Sınırlandırılmış olan devlet bundan sonra ne yapacaktır? Kamunun hakim olduğu devletçi ya da karma bir ekonominin yönetiminden ziyade devlet, serbest piyasa ekonomisinin işlerliği için rekabeti teşvik etme ve rekabeti engelleyecek kuralları saptama işlevini üstlenecektir. Dolayısıyla, neoliberal teorisyenlerin merkezi planlamayı reddetmelerinin altında yatan sebep budur. Diğer bir deyişle, merkezi planlamanın yerine serbest piyasa ekonomisi alacaktır. Artık, bütün ekonomik sistem ve ona bağlı olan yönetsel ve politik sistem serbest piyasa ekonomisene göre şekilenecektir. O yüzden, serbest piyasa mekanizmasına güvenilmesi ve ona işlerlik kazandırılması sık sık vurgulanmaktadır. Sonuç olarak, modern toplumdaki devletçilik anlayışı yerine, piyasa ekonomisinin gerekliliği öne çıkarılmaktadır.

Hatta kimi neoliberal teorisyenler, piyasa ekonomisine fonksiyonel işlerlik kazandırabilmek için devletin düzenleyici kararlar almasını ve uygulamasını gerekli görmektedirler. Bir yandan sosyal refah devletinin düzenleyicilik anlayışına sınırlama getirilirken, diğer yandan piyasa ekonomisine fonksiyonellik kazandırmak için devletin düzenleyici kararlar alabilmesi olağan karşılanmaktadır. Bunun nedenleri arasında piyasa mekanizmasının işleyebilmesi, aksaklıkların bertaraf edilmesi, piyasa için bu düzenlemelerin yapılıyor olması yer almaktadır. Bu yüzden bu yazarlar, devletin, özel mülkiyetin kullanım kurallarını, para sistemini oluşturan kuralları, mali sistemi oluşturan kuralları, tekellerin kontrolü ve rekabete işlerlik kazandıracak kuralları saptamasında bir sakınca görmemektedirler.
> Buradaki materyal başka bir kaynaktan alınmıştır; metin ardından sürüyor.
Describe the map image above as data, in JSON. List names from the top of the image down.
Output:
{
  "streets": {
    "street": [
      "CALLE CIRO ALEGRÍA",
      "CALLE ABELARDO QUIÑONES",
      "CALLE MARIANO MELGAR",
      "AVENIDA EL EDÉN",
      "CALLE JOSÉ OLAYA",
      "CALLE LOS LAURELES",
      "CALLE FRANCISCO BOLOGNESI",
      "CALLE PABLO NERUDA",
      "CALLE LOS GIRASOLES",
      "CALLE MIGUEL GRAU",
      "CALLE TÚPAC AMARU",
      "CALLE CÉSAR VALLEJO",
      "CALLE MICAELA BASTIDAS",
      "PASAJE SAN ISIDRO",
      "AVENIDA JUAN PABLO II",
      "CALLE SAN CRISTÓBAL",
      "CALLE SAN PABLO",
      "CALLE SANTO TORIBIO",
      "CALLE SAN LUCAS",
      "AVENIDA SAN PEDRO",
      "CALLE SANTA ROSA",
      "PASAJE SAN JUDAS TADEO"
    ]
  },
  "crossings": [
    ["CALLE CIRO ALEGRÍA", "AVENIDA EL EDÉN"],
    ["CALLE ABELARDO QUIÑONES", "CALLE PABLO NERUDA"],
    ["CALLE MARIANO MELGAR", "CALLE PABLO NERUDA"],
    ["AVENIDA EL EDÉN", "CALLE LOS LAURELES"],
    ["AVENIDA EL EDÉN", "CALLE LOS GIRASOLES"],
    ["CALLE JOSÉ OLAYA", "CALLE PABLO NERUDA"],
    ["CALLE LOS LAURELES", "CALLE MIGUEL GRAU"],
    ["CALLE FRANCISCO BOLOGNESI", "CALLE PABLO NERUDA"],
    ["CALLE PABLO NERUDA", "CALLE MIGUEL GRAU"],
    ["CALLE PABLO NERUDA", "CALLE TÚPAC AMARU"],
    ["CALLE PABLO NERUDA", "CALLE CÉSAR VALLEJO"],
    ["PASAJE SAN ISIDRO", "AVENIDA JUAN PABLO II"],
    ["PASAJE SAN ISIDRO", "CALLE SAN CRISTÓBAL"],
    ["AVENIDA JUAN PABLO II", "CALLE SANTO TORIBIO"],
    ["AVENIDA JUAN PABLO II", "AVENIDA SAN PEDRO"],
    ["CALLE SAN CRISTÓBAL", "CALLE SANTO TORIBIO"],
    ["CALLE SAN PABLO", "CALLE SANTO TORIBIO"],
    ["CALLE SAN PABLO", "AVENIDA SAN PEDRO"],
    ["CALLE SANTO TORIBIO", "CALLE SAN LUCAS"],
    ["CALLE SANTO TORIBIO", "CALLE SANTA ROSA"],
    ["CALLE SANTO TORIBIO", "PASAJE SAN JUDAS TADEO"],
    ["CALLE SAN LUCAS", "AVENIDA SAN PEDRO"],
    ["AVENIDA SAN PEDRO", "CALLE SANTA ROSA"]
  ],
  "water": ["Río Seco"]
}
Sosyal refah devletine getirilen eleştiriler ve serbest piyasa ekonomisine düzülen övgüler doğrultusunda devletin ekonomide, siyasette, yönetimde ve kültürel yapıda bir yeniden yapılanmadan geçmesinin şart olduğu belirtilmektedir. Bu kapsamda reformun ve değişimin kaçınılmazlığı vurgulanmaktadır. Reformun ve değişimin yönü “devletin küçültülmesi”ne doğrudur.

Merkezi devletin güç ve yetkilerinin kısmen yerel yönetimlere devredilmesi istenmektedir. Devletin vergileme yetkisinin kısmen yerel yönetimlere devredilmesi de önerilmektedir. Merkezin yetkilerinin yerel yönetimlere devredilmesi, bu yetkilerin özel sektör ve STK’larla paylaşılmasına kadar bizi götürebilir.

Neoliberal teorisyenler, devleti o derece sınırlandırmışlardır ki, bunun sonucu kamusal alan küçülmüş, sivil toplumun sahip olduğu alan ise gidererek büyümüştür.

Diğer bir ifadeyle, devletin boşalttığı alan, sivil toplum tarafından doldurulmaktadır.